> **Activity**
Every line of the material is to be repeated exactly as it stands.

> **Input data**
+-------+
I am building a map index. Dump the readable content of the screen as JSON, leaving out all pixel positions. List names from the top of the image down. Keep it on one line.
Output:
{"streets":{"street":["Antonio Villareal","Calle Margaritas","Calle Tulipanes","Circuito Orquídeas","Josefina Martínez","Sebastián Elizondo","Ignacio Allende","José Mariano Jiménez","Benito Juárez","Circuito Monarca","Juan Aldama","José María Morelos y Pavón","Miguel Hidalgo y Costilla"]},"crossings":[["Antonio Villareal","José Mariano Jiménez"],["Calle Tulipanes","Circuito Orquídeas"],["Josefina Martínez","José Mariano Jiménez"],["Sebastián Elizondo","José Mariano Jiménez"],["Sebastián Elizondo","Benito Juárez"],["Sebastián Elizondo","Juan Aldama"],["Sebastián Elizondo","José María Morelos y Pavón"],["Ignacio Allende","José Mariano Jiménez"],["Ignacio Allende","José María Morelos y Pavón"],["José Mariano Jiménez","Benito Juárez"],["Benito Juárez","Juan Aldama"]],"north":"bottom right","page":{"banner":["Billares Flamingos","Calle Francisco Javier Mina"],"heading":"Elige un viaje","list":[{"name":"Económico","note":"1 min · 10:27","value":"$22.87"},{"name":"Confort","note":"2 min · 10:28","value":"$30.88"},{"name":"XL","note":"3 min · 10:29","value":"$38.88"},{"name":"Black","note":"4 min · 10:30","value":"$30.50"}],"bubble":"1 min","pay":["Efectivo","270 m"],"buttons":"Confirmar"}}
+-------+
> **Exercise answer**
I am building a map index. Dump the readable content of the screen as JSON, leaving out all pixel positions. List names from the top of the image down. Keep it on one line.
Output:
{"streets":{"street":["Antonio Villareal","Calle Margaritas","Calle Tulipanes","Circuito Orquídeas","Josefina Martínez","Sebastián Elizondo","Ignacio Allende","José Mariano Jiménez","Benito Juárez","Circuito Monarca","Juan Aldama","José María Morelos y Pavón","Miguel Hidalgo y Costilla"]},"crossings":[["Antonio Villareal","José Mariano Jiménez"],["Calle Tulipanes","Circuito Orquídeas"],["Josefina Martínez","José Mariano Jiménez"],["Sebastián Elizondo","José Mariano Jiménez"],["Sebastián Elizondo","Benito Juárez"],["Sebastián Elizondo","Juan Aldama"],["Sebastián Elizondo","José María Morelos y Pavón"],["Ignacio Allende","José Mariano Jiménez"],["Ignacio Allende","José María Morelos y Pavón"],["José Mariano Jiménez","Benito Juárez"],["Benito Juárez","Juan Aldama"]],"north":"bottom right","page":{"banner":["Billares Flamingos","Calle Francisco Javier Mina"],"heading":"Elige un viaje","list":[{"name":"Económico","note":"1 min · 10:27","value":"$22.87"},{"name":"Confort","note":"2 min · 10:28","value":"$30.88"},{"name":"XL","note":"3 min · 10:29","value":"$38.88"},{"name":"Black","note":"4 min · 10:30","value":"$30.50"}],"bubble":"1 min","pay":["Efectivo","270 m"],"buttons":"Confirmar"}}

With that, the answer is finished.